Thursday, January 30, 2020

Mayor de Blasio and Chancellor Carranza Announce Success of Community Schools: Increased Academic Outcomes Across City

NY City Hall Press Office Photo

NEW YORK—Mayor Bill de Blasio and Schools Chancellor Richard A. Carranza on Tuesday announced an independent report found the Community Schools initiative, which is changing the way schools across the City serve students by delivering social services within the school environment, is resulting in improved attendance, graduation rates and test scores. Today, the Department of Education (DOE) released the New York City Community Schools Impact Report, an independent analysis conducted by the nonpartisan, nonprofit RAND Corporation. The evaluation tracked 113 Community Schools over three years, and found the initiative has significantly improved student outcomes including graduation rates and math scores when compared to non-community Schools. 

“The jury is in – community schools work. Since Day One, we have been on a mission to no longer let zip code determine academic success, and community schools are one way we are delivering on that promise. From supporting students with in-school mental health services, to homework help and dental check-ups, these schools improve academic outcomes and cater to the unique needs of every student,” said Mayor Bill de Blasio. 

“When we work together to meet the needs of the whole child our children succeed, our schools succeed, and our City succeeds. This means not only challenging our students academically, but also providing them eye glasses, mental health support, coats and shoes,” said Schools Chancellor Richard A. Carranza. “Our Community Schools are going above and beyond, improving students’ lives each year, and serving as an example of how we advance equity and excellence for all.”

Mayor de Blasio launched the Community Schools Initiative in 2014 to integrate academics, health, and social services inside of schools, and better connect students and families to support they need through partnerships with community-based organizations (CBOs). The initial goal was to open 100 schools by 2017. Today, there are 267 Community Schools serving 135,000 students and families citywide, making it the largest Community Schools Initiative in the in the United States.

RAND’s impact report, entitled Illustrating the Promise of Community Schools: An Assessment of the Impact of the New York City Community Schools Initiative, covered the 2015-16 through 2017-18 school years and found significant results including:

  • Increases in graduation rates
  • Increases in math achievement in the third year of the study
  • Reductions in chronic absenteeism
  • Reductions in school-based incidents in elementary and middle schools

Increases in graduation rates 

During the 2017-2018 school year, the graduation rate for community schools was 7.2 percentage points higher than non-community schools. Additionally, throughout the three year study, student on-time grade matriculation was 1.2 percentage points and 4.5 percentage points higher for elementary/middle and high school Community Schools, respectively, compared to comparison schools.

Over the three year study, Community School high school students accumulated an average 1.3 more credits per student, per year compared to students in the comparison schools. Assuming on track progress is 11 credits per year, 1.3 credits is equivalent to 12 percent of a regular school year’s accumulation.
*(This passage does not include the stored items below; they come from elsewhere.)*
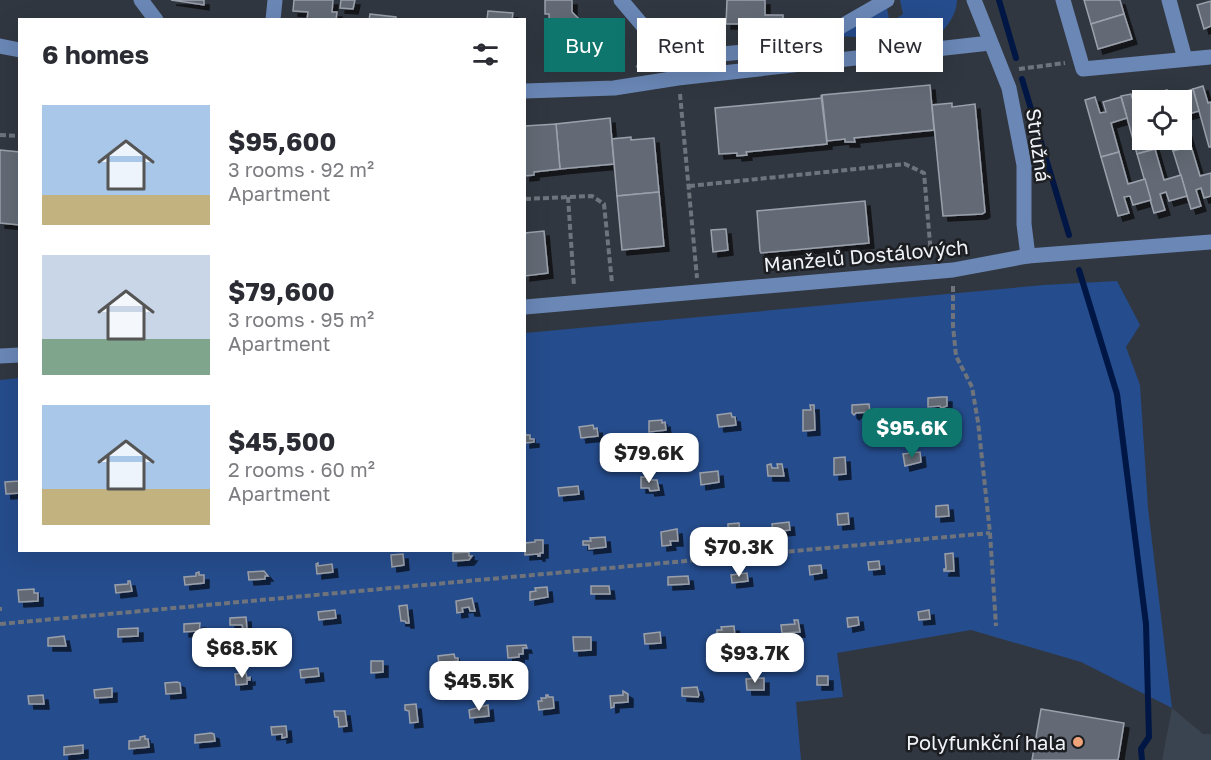 <!DOCTYPE html>
<meta charset="utf-8">
<style>
:root{--surface:#fff;--page:#f2f2f3;--text:#2b2b33;--muted:#7c7c81;--accent:#0f766e}
body{margin:0;font-family:"Golos Text",sans-serif;background:var(--page);color:var(--text);height:100vh;display:flex;flex-direction:column;font-size:22px;white-space:nowrap}
*{box-sizing:border-box;margin:0}
p{font-size:20px;color:var(--muted)}
.icon{flex:none;width:33px;height:33px;fill:none;stroke:currentColor;stroke-width:2;stroke-linecap:round;stroke-linejoin:round}
.map{position:relative;flex:1;overflow:hidden}
.drawer{position:absolute;left:18px;top:18px;width:508px;height:534px;display:flex;flex-direction:column;background:var(--surface);border-radius:0px;box-shadow:0 6px 24px #0002}
.drawer>*{flex:none}
.top-card{position:absolute;left:544px;top:18px;width:570px;height:54px;display:flex;gap:12px}
.controls{position:absolute;left:1132px;top:90px;display:grid;gap:12px}
.controls a{display:grid;place-items:center;width:60px;height:60px;border-radius:0px;background:var(--surface);box-shadow:0 6px 24px #0002;font-size:30px}
.price{position:absolute;translate:-50% -51px;padding:0 14px;border-radius:12px;background:#fff;color:#222;font-size:20px;line-height:39px;filter:drop-shadow(0 2px 3px #0008)}
.price::after{content:'';position:absolute;left:50%;top:36px;width:18px;height:14px;margin-left:-9px;background:inherit;clip-path:polygon(0 0,100% 0,50% 100%)}
.price.selected{background:var(--accent);color:#fff}
ul{padding:0;list-style:none}
li{display:flex;align-items:center;gap:18px;height:150px;padding:0 24px}
li span{display:grid;place-items:center;flex:none;width:168px;height:120px;border-radius:0px;color:#555}
li>.icon{margin-inline-start:auto}
span .icon{width:72px;height:72px;fill:#fffc;stroke-width:1}
li b{font-size:26px}
h2{display:flex;justify-content:space-between;align-items:center;height:72px;padding:0 24px;font-size:26px}
.pill{padding:0 21px;border-radius:0px;background:var(--surface);box-shadow:0 6px 24px #0002;font-size:21px;line-height:54px}
.pill.selected{background:var(--accent);color:#fff}
.map>svg:first-child{display:block}
</style>
<div class="map">
<svg width="1211" height="760" viewBox="0 0 1211 760">
<defs>
<filter id="shadow"><feDropShadow dx="5" dy="5" stdDeviation="0" flood-color="#0009"/></filter>
</defs>
<rect width="100%" height="100%" fill="#313740"/>
<polygon fill="#3a4350" points="1172,708 1203,734 1211,734 1211,760 1162,760"/>
<g fill="#254c8c">
<path d="M900,0h57c0,13 -10,29 -21,36 -5,3 -13,4 -19,6l-2,-13 -7,3 -3,-10h-3l-1,-3h-5l7,-5z"/>
<polygon points="887,8 892,34 874,38 837,36"/>
<polygon points="1117,281 1140,325 1126,347 1140,385 1148,508 1172,708 1081,662 971,630 837,653 843,697 796,702 801,760 0,760 0,380 19,378 20,550 525,550 525,333 1044,285"/>
</g>
<g fill="none" stroke-linecap="round" stroke-linejoin="round">
<g stroke="#001745" stroke-width="6">
<polyline points="999,0 1016,58"/>
<polyline points="1022,79 1069,235"/>
<polyline points="1079,270 1117,394 1146,624 1149,737 1141,749 1142,760"/>
</g>
</g>
<g fill="#636a74" stroke="#9ba1ac" stroke-width="1.5" filter="url(#shadow)">
<polygon points="171,0 204,0 204,5"/>
<polygon points="294,0 333,0 332,12 337,12 336,20 307,20 308,12 293,11"/>
<polygon points="341,0 355,0 353,9 340,8"/>
<polygon points="545,0 572,0 572,12 586,26 608,25 608,32 614,35 618,40 616,52 607,57 578,58 580,54 550,55 549,14 545,14"/>
<polygon points="727,0 765,0 765,15 783,15 783,31 749,29 749,24 726,24"/>
<polygon points="1084,0 1120,0 1124,14 1091,24"/>
<polygon points="1211,1 1211,26 1204,29 1197,5"/>
<polygon points="488,11 513,13 512,20 487,20"/>
<polygon points="370,14 396,17 396,20 369,20"/>
<polygon points="1124,14 1132,39 1098,49 1091,24"/>
<polygon points="930,85 934,130 854,138 855,142 845,142 845,139 827,141 822,95"/>
<polygon points="1203,86 1208,103 1211,102 1211,147 1209,147 1193,89"/>
<polygon points="1193,89 1199,111 1182,116 1191,146 1173,151 1170,140 1182,140 1182,100 1176,100 1175,95"/>
<polygon points="1167,90 1170,100 1159,100 1157,93"/>
<polygon points="1157,93 1159,100 1143,100 1143,140 1152,140 1155,149 1137,154 1121,96 1131,94 1136,110 1141,108 1139,99"/>
<polygon points="821,95 827,144 746,152 747,155 737,156 737,153 719,154 715,108 822,98"/>
<polygon points="1095,97 1100,113 1106,112 1103,102 1121,97 1127,118 1111,123 1119,152 1101,157 1085,100"/>
<polygon points="952,103 952,107 975,104 985,212 982,214 943,216 932,105"/>
<polygon points="610,118 614,164 560,169 556,124"/>
<polygon points="556,124 560,169 534,172 534,175 525,176 525,126"/>
<polygon points="631,137 631,140 654,138 659,192 617,196 612,139"/>
<polygon points="1191,146 1200,176 1211,173 1211,196 1204,198 1201,188 1196,190 1201,206 1191,209 1173,151"/>
<polygon points="1155,149 1164,180 1181,175 1187,196 1169,201 1166,192 1160,194 1165,210 1154,213 1137,154"/>
<polygon points="0,150 20,152 20,225 0,223"/>
<polygon points="1119,152 1128,184 1145,179 1151,200 1133,205 1130,196 1124,197 1129,213 1118,216 1101,157"/>
<polygon points="659,192 664,246 622,250 617,196"/>
<polygon points="865,201 869,243 761,253 760,251 757,211"/>
<polygon points="726,229 728,250 713,252 711,230"/>
<polygon points="544,231 548,273 525,276 525,233"/>
<polygon points="942,397 947,397 947,406 941,408 940,406 928,407 928,398"/>
<polygon points="869,404 870,412 856,413 854,415 852,413 852,405"/>
<polygon points="810,405 814,405 815,430 803,431 803,410 811,410"/>
<polygon points="731,413 732,417 735,417 736,425 719,427 717,415"/>
<polygon points="662,420 662,423 665,422 666,430 649,432 649,421"/>
<polygon points="593,425 594,429 597,428 598,436 581,438 579,427"/>
<polygon points="525,432 526,435 530,435 530,439 534,439 534,442 525,443"/>
<polygon points="920,452 921,462 905,466 903,454"/>
<polygon points="845,457 846,474 834,475 834,458"/>
<polygon points="771,464 772,468 778,468 777,464 782,464 784,476 768,476 767,465"/>
<polygon points="718,471 719,482 701,485 700,473"/>
<polygon points="641,477 647,477 647,480 657,480 659,490 650,491 649,488 641,488"/>
<polygon points="19,481 20,493 6,494 5,482"/>
<polygon points="578,486 579,494 559,496 558,488"/>
<polygon points="948,505 949,516 936,517 936,506"/>
<polygon points="848,513 849,524 838,525 837,514"/>
<polygon points="789,522 790,530 773,532 772,524"/>
<polygon points="739,523 740,535 721,537 721,529 728,528 728,524"/>
<polygon points="677,529 678,541 670,541 671,545 662,546 661,532"/>
<polygon points="605,537 606,547 589,549 589,545 583,545 583,541 591,541 590,538"/>
<polygon points="535,540 543,540 543,553 540,553 540,556 538,556 538,554 525,555 525,543 535,542"/>
<polygon points="469,552 469,556 472,556 469,560 453,561 453,553"/>
<polygon points="953,553 954,571 944,571 944,569 946,569 945,554"/>
<polygon points="403,554 404,565 392,567 391,555"/>
<polygon points="879,561 880,569 869,570 868,562"/>
<polygon points="318,563 318,566 332,564 333,572 317,574 316,564"/>
<polygon points="821,565 822,573 810,575 809,566"/>
<polygon points="264,571 268,576 265,576 265,579 249,580 248,572"/>
<polygon points="199,572 199,575 204,575 204,583 185,585 184,577 196,576 196,573"/>
<polygon points="747,573 748,581 732,583 731,575"/>
<polygon points="688,576 689,584 668,585 668,577"/>
<polygon points="128,581 130,581 132,591 116,593 115,585 128,584"/>
<polygon points="591,586 609,586 610,594 591,594"/>
<polygon points="547,587 548,597 530,600 530,592 536,591 535,588"/>
<polygon points="34,589 34,593 38,593 38,601 19,602 18,590"/>
<polygon points="472,598 475,611 470,611 469,607 462,608 463,612 457,613 456,601"/>
<polygon points="407,605 409,623 406,623 405,621 401,621 399,606"/>
<polygon points="335,610 336,618 319,620 318,612"/>
<polygon points="929,610 930,619 919,620 918,612"/>
<polygon points="246,617 247,629 243,629 242,625 230,625 230,618"/>
<polygon points="858,617 859,625 848,627 847,618"/>
<polygon points="794,620 798,620 800,632 782,633 781,625 795,624"/>
<polygon points="200,623 199,634 197,634 197,631 184,632 184,624"/>
<polygon points="734,626 735,637 717,638 717,630 722,630 721,627"/>
<polygon points="138,628 138,636 118,637 118,629"/>
<polygon points="660,632 661,643 645,644 644,634"/>
<polygon points="64,636 66,646 48,646 48,638"/>
<polygon points="573,637 591,637 591,650 574,651"/>
<polygon points="526,645 527,648 523,648 523,654 519,654 519,657 508,658 507,646"/>
<polygon points="454,654 455,658 458,658 458,661 443,663 443,665 439,666 438,656"/>
<polygon points="371,661 383,661 383,672 371,673"/>
<polygon points="318,668 319,676 301,678 300,670"/>
<polygon points="246,673 247,678 250,677 250,680 247,680 247,684 236,685 235,674"/>
<rect x="817" y="676" width="11" height="9"/>
<polygon points="764,678 764,690 747,690 746,679"/>
<polygon points="177,682 180,683 181,693 166,694 165,683"/>
<polygon points="697,687 699,695 698,697 682,696 682,688"/>
<polygon points="112,688 112,697 95,698 94,690"/>
<polygon points="623,691 628,694 628,702 614,703 614,707 611,708 610,696 623,695"/>
<polygon points="43,695 44,704 29,704 28,696"/>
<polygon points="546,695 548,695 548,697 553,697 554,708 539,710 538,701 542,701 541,698 546,698"/>
<polygon points="416,704 418,722 410,723 409,711 405,710 405,705"/>
<polygon points="488,705 489,716 470,718 469,710"/>
<polygon points="1041,709 1124,723 1118,760 1032,760"/>
<polygon points="334,711 345,711 347,726 339,727 338,717 335,717"/>
<polygon points="286,726 287,737 282,738 282,734 272,735 271,727"/>
<polygon points="211,733 214,734 215,741 195,743 195,735"/>
<polygon points="145,736 145,739 148,739 149,747 129,749 129,741 140,740 140,737"/>
<polygon points="83,745 83,753 64,755 64,747"/>
</g>
<g fill="none" stroke-linecap="round" stroke-linejoin="round">
<g stroke="#6f747c" stroke-width="4" stroke-dasharray="6 3" stroke-linecap="butt">
<polyline points="637,68 648,52"/>
<polyline points="1019,69 1065,63"/>
<polyline points="680,94 697,278"/>
<polyline points="0,135 20,136"/>
<polyline points="689,186 905,164 924,173 931,255"/>
<polyline points="568,197 574,286"/>
<polyline points="525,199 592,196 604,204 612,283"/>
<polyline points="953,286 953,326 956,356 972,387 978,422 990,533 996,626"/>
<polyline points="0,607 0,611"/>
<polyline points="0,624 990,533"/>
</g>
<g stroke="#6a87b6" stroke-width="15">
<polyline points="141,0 156,20"/>
<polyline points="621,0 649,33 680,58 807,46 887,0"/>
<polyline points="974,0 1009,88 1024,165 1024,224 1028,256"/>
<polyline points="1063,0 1083,69 1211,57"/>
<polyline points="1169,0 1185,59"/>
<polyline points="273,20 275,0"/>
<polyline points="0,46 20,50"/>
<polyline points="525,91 614,88 678,78 990,43"/>
<polyline points="525,307 953,270 1028,256 1211,242"/>
<polyline points="0,356 20,355"/>
</g>
</g>
<circle fill="#efa378" stroke="#1c1e22" stroke-width="2" cx="1078" cy="742" r="6"/>
<g text-anchor="middle" dominant-baseline="central" stroke-width="5" stroke-linejoin="round" paint-order="stroke">
<g font-size="20" fill="#eff3f8" stroke="#1c1e22">
<text transform="translate(1039 145) rotate(82)">Stružná</text>
<text transform="translate(866 255) rotate(-5)">Manželů Dostálových</text>
</g>
<g font-size="20" fill="#eff3f8" stroke="#1c1e22" text-anchor="end">
<text x="1066" y="742">Polyfunkční hala</text>
</g>
</g>
</svg>
<div class="controls">
<a><svg class="icon" aria-label="locate" viewBox="0 0 24 24"><circle cx="12" cy="12" r="6"/><path d="M12 2v4M12 18v4M2 12h4M18 12h4"/></svg></a>
</div>
<b class="price selected" style="left:912px;top:459px">$95.6K</b>
<b class="price" style="left:649px;top:484px">$79.6K</b>
<b class="price" style="left:739px;top:578px">$70.3K</b>
<b class="price" style="left:242px;top:679px">$68.5K</b>
<b class="price" style="left:755px;top:684px">$93.7K</b>
<b class="price" style="left:479px;top:712px">$45.5K</b>
<div class="top-card">
<a class="pill selected">Buy</a>
<a class="pill">Rent</a>
<a class="pill">Filters</a>
<a class="pill">New</a>
</div>
<section class="drawer">
<h2>6 homes<svg class="icon" aria-label="filters" viewBox="0 0 24 24"><path d="M4 7h16M4 17h16"/><circle cx="9" cy="7" r="2"/><circle cx="15" cy="17" r="2"/></svg></h2>
<ul>
<li><span style="background:linear-gradient(#a9c7e8 75%,#c2b280 0)"><svg class="icon" aria-label="home" viewBox="0 0 24 24"><path d="M3 11l9-7 9 7M6 9v11h12V9"/></svg></span><div><b>$95,600</b><p>3 rooms · 92 m²</p><p>Apartment</p></div></li>
<li><span style="background:linear-gradient(#c9d6e8 70%,#7fa58c 0)"><svg class="icon" aria-label="home" viewBox="0 0 24 24"><path d="M3 11l9-7 9 7M6 9v11h12V9"/></svg></span><div><b>$79,600</b><p>3 rooms · 95 m²</p><p>Apartment</p></div></li>
<li><span style="background:linear-gradient(#a9c7e8 70%,#c2b280 0)"><svg class="icon" aria-label="home" viewBox="0 0 24 24"><path d="M3 11l9-7 9 7M6 9v11h12V9"/></svg></span><div><b>$45,500</b><p>2 rooms · 60 m²</p><p>Apartment</p></div></li>
</ul>
</section>
</div>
Increases in math achievement 

Students in grades 3 and 8 received scores 0.13 standard deviations higher than their comparison group. In other words, while the average student citywide is in the 50th percentile, by attending a Community School, the average student would be in the 54th percentile.

Significant reductions in chronic absenteeism 

A student is considered to be chronically absent if they miss ten or more days of school in a year. In the three years of the report, chronic absenteeism was 7.3 percentage points lower in elementary and middle school community schools compared to the comparison schools. When comparing high schools, chronic absenteeism was 8.3 percentage points lower. This decrease was greatest among students in temporary housing, whose rate of chronic absenteeism was 9.3 percentage points lower.  

Decreases in school-based disciplinary incidents 

Throughout the three year study, disciplinary incidents declined sharply in elementary and middle Community Schools compared to non-community schools. Community Schools saw an average of 0.10 fewer disciplinary incidents per student per year at the elementary and middle school level compared to comparison schools. In other words, in a school with 500 students, there were 50 fewer incidents every year. Disciplinary incidents also declined among students with disabilities, with 0.16 fewer disciplinary incidents per student, per year, and Black students, with 0.15 fewer disciplinary incidents per student, per year.

The full report is available here.

Community Schools are part of the Mayor’s Equity and Excellence for All agenda, which is building a pathway to success in college and careers for all students. 3-K for All and Pre-K for All are strengthening foundational skills and instruction earlier; Universal Literacy is working towards ensuring every student is reading on grade level by the end of 2nd grade; and Algebra for All is improving elementary- and middle-school math instruction and ensuring that all 8th graders have access to algebra. 


Equity and Excellence for All is also offering students more challenging, hands-on, college and career-aligned coursework – Computer Science for All brings 21st-century computer science instruction to every school, and AP for All is giving all high school students access to at least five Advanced Placement courses. Along the way, they are giving students and families additional support through College Access for All, Single Shepherd, and investment in Community Schools. Efforts to create more diverse and inclusive classrooms, outlined in the 2017 New York City school diversity plan and through diversity pilots taking root in eight districts, are central to this pathway.